An open-source community research project on comparing HTM-RL to conventional RL


We have model serialization in NuPIC. It just doesn’t always work well.


A post was split to a new topic: OOP vs Functional


I don’t want to have to serialize my model each step. Isn’t there a simpler way?


No, not each step. Just to go offline. To stop the program, for example, and start again with the trained model.


No, the RL algorithm should be able to predict multiple sequences from the same starting state. So you need to unfold a sequence, reset, and unfold again.


Yes, I think @Paul_Lamb has talked at length about this. This is temporal sequence pooling and is not implemented in NuPIC.


Perhaps this is the HTM-RL direction that is begging to be found.

A checkpoint and Monte-Carlo probe with various step directions.


I think what you could do in this case (to test out different possible next steps from a given step) is to add a new activation function which bypasses the SP. The idea would be

  1. Save SDR of current active cells
  2. Disable learning
  3. Run your simulated next steps
  4. Execute a Reset
  5. Run the “activation function” with the saved SDR
  6. Repeat from step 3 for other simulations
  7. Enable learning


I thought you couldnt just “reset” it


You can, but all a reset does is disable all cell states, so the next input will always cause minicolumns to burst. In other words, it doesn’t reset to a previous state, but rather erases all state information.


Okay and you can restore the state using “activate cells”?


Yes, the active cells represent both the input and the context of the input (i.e. not just “D” but “D after C after B after A”)


Great! So there’s no major technical problem implementimg these types of algoritms using nupic?

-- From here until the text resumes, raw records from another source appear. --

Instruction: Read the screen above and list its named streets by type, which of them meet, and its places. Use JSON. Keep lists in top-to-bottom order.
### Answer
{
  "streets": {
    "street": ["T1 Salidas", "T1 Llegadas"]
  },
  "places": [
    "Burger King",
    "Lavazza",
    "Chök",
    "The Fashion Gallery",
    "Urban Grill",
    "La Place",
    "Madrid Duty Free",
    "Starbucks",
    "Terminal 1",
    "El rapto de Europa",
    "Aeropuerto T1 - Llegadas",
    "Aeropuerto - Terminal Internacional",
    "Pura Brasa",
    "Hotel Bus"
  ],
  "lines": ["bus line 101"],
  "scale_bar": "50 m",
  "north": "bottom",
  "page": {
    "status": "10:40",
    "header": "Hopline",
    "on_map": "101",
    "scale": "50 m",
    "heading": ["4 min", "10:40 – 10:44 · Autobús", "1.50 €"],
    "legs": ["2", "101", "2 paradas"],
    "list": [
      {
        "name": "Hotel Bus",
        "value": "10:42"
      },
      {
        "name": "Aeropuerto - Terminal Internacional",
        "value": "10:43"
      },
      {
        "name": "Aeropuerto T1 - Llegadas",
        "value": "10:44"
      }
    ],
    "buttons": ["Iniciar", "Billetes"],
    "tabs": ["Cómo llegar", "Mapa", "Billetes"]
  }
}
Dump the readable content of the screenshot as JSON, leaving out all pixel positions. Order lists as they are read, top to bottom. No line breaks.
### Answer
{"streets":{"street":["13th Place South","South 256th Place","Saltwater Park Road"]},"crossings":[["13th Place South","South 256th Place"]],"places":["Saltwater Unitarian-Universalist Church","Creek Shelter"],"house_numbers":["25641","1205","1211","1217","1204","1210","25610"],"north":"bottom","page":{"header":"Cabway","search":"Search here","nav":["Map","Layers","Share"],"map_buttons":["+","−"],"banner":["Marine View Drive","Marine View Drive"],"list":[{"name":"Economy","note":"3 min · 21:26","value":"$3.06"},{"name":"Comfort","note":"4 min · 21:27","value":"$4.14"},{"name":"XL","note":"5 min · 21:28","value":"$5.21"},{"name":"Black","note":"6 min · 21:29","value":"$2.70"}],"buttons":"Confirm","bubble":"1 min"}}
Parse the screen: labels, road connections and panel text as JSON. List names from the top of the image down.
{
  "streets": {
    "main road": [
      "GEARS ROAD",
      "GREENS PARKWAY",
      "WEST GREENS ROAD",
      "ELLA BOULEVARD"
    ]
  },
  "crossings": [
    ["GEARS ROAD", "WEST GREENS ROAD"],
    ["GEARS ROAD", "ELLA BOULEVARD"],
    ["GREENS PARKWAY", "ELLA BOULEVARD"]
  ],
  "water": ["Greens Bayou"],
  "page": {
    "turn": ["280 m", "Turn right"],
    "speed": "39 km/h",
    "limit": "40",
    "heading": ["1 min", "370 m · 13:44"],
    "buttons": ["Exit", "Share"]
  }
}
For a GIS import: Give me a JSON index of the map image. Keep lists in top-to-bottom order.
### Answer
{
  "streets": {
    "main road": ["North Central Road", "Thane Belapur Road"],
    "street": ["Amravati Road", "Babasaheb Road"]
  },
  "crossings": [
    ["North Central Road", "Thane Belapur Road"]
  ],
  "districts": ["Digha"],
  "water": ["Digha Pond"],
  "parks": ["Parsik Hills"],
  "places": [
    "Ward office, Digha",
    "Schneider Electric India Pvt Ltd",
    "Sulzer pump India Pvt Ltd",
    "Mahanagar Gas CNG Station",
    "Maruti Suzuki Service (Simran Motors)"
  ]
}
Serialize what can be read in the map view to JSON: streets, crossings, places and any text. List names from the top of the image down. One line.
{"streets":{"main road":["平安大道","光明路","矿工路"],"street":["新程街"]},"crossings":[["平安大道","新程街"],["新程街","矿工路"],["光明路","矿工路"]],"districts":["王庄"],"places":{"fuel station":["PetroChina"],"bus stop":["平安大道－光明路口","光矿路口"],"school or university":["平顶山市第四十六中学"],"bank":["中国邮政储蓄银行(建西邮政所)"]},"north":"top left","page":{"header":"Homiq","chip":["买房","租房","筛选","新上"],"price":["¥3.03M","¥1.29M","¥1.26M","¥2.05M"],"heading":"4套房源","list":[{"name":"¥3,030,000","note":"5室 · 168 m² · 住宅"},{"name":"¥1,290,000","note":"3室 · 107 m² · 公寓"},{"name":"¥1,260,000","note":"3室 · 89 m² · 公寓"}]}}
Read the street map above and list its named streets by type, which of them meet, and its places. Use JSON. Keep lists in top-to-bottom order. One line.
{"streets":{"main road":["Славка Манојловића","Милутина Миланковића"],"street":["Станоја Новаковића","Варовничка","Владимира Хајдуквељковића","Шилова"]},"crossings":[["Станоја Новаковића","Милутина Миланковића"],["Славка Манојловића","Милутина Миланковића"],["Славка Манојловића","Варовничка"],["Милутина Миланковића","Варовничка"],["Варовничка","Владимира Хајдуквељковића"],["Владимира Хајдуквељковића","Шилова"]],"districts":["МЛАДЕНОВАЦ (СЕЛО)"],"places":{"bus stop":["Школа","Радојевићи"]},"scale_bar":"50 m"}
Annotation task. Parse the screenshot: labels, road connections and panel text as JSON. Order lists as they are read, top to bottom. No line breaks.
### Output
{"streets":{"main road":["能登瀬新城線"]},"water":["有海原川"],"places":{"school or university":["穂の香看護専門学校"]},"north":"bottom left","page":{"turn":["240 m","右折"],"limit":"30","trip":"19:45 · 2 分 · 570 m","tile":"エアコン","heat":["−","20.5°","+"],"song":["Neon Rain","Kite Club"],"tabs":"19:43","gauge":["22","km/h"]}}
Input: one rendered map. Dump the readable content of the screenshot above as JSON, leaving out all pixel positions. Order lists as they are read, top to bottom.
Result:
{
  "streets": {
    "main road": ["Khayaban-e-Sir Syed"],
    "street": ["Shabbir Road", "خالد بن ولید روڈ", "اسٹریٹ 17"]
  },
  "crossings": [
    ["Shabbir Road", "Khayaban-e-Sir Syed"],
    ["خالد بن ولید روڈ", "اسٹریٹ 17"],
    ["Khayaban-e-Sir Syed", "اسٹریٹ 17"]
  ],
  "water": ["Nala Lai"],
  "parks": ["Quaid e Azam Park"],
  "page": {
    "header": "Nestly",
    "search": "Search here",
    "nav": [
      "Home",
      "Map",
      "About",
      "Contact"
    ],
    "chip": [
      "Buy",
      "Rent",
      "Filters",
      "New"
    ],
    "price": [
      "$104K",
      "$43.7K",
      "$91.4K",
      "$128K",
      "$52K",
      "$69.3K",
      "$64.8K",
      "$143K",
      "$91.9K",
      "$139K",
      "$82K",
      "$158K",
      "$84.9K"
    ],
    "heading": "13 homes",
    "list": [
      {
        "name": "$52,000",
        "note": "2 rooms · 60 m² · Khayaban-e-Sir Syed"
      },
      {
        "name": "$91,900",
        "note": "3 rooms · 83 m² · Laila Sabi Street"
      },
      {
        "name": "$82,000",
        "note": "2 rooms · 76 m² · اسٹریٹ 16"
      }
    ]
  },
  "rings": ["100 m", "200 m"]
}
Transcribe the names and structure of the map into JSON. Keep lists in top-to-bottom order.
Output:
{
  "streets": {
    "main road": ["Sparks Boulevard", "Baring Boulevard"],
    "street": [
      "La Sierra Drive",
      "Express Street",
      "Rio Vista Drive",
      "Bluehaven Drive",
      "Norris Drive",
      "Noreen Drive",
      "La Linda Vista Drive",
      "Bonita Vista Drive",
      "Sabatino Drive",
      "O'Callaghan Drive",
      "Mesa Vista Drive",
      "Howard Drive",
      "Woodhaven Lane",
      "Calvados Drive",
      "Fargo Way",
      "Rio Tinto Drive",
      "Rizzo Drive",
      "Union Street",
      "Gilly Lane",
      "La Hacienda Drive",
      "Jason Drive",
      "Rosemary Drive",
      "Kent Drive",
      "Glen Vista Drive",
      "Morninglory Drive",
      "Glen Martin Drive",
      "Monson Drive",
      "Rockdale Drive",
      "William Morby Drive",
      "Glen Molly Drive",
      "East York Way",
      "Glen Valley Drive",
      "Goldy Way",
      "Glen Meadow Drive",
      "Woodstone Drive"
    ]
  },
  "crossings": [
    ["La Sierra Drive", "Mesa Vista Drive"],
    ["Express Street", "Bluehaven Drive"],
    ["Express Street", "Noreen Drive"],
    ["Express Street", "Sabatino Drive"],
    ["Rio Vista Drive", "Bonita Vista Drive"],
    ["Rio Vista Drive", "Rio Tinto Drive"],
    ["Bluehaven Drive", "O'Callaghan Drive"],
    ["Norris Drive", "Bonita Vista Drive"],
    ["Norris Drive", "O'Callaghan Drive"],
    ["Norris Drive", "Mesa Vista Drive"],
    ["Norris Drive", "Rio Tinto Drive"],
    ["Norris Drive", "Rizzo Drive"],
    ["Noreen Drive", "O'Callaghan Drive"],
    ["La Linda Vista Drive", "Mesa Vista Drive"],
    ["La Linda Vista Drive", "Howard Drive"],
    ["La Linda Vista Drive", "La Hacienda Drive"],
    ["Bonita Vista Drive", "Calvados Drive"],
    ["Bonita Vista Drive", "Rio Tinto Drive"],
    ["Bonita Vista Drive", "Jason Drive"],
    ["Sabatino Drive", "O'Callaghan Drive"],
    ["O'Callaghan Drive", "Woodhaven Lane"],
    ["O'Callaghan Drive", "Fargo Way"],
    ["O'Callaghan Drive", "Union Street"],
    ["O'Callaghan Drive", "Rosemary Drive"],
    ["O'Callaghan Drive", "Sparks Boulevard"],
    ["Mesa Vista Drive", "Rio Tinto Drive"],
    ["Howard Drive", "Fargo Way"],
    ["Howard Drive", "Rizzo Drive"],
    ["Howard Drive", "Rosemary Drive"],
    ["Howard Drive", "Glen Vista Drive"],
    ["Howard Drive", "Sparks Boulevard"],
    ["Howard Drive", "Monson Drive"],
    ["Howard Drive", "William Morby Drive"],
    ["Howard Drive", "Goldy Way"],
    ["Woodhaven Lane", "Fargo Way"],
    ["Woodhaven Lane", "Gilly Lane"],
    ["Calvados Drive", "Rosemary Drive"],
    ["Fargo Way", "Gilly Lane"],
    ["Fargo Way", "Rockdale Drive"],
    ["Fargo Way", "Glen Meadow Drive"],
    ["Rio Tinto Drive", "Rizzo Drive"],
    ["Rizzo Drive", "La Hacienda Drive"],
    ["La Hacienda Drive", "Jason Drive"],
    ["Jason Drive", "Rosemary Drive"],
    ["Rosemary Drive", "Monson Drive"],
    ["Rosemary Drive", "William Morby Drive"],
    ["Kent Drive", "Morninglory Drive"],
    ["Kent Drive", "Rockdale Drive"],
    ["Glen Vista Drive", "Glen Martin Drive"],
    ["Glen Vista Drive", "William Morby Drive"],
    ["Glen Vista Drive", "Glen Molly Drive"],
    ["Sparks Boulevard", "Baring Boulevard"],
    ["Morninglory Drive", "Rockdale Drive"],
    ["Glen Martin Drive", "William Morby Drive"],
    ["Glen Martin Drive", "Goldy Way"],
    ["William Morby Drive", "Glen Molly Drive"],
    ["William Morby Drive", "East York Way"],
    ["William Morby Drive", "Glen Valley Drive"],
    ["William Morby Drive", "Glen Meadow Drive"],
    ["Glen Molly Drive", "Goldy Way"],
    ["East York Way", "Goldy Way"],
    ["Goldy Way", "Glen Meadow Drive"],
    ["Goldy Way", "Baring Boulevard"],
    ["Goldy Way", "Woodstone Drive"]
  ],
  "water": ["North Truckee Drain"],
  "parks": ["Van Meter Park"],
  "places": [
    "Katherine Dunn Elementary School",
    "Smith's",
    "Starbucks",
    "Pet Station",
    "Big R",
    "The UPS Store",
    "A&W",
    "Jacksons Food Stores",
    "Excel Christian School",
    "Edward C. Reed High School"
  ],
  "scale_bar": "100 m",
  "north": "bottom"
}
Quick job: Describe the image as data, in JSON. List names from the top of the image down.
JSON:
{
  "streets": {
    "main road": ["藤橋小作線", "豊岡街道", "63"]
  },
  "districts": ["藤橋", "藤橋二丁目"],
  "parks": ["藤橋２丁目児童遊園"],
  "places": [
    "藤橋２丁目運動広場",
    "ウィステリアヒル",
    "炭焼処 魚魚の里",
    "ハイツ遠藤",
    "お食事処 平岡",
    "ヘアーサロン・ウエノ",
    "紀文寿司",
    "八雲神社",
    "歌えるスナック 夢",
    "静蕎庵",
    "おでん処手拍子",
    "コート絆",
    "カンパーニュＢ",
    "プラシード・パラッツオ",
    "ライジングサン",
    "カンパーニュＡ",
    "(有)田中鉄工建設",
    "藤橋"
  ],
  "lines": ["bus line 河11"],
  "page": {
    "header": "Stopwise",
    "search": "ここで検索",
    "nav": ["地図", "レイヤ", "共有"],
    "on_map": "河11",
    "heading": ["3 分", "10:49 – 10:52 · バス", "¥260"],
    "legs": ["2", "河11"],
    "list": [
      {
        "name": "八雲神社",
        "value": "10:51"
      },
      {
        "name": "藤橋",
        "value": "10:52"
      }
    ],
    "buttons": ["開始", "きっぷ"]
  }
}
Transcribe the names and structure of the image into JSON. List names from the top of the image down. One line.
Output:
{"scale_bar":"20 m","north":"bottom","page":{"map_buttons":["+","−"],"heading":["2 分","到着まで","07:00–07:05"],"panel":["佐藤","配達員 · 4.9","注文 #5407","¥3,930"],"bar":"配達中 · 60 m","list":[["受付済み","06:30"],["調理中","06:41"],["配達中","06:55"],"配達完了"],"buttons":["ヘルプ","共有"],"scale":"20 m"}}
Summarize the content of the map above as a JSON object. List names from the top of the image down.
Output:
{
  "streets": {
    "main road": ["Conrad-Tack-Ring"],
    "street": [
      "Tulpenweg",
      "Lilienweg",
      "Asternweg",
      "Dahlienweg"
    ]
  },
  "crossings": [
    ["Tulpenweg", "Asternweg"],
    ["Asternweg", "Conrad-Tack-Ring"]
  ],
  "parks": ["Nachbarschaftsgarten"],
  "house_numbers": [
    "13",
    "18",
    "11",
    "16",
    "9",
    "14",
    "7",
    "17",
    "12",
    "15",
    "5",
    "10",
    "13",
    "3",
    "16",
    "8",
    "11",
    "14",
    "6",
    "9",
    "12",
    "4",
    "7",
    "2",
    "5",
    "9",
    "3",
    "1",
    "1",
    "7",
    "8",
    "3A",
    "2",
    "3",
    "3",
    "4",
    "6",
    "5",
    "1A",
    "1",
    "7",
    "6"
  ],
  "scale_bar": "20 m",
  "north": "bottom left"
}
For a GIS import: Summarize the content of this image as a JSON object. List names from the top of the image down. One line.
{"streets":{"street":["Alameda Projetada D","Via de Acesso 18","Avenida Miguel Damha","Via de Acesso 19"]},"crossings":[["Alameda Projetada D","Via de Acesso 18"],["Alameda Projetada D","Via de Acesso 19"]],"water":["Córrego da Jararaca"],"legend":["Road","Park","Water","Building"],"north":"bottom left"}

No problems that I can see. You’d just need to be familiar enough with NuPIC source code to know where to add the necessary function.


Well there’s the problem that we need to predict multiple values state and reward (the state itself may consist of lots of values). But if I remember correctly this can be solved via the network api.


The problem is defined here:


(injecting my favorite topic again) I think the solution to this problem is the addition of a pooling layer with long-range distal connections (similar to the output layer in SMI). Each field (or small subsets of related fields) would be given their own region, and use the pooling layer to “vote” on the larger context (like the “fingers” in the SMI example voting on the object being sensed). I’m not sure if we want to explore temporal pooling in this project, or if we’d rather stick with more established HTM algorithms.


I see nupic as the canonical HTM implementation. We should adhere to it as closely as possible apart from small techinical things that are required to adapt it to our end.


Not to derail this discussion further, but…
Why couldn’t we just get the predicted cells and compare their columns to the spatial encoded values for the buckets of each of our desired variables? The buckets that have the highest overlap are the most likely predicted values for the variable.


@Randy that is sort of what we call a “classifier”, right? Either way, NuPIC has techniques to turn predictive cells into predictions of the input type. The github issue above defines how it could be done.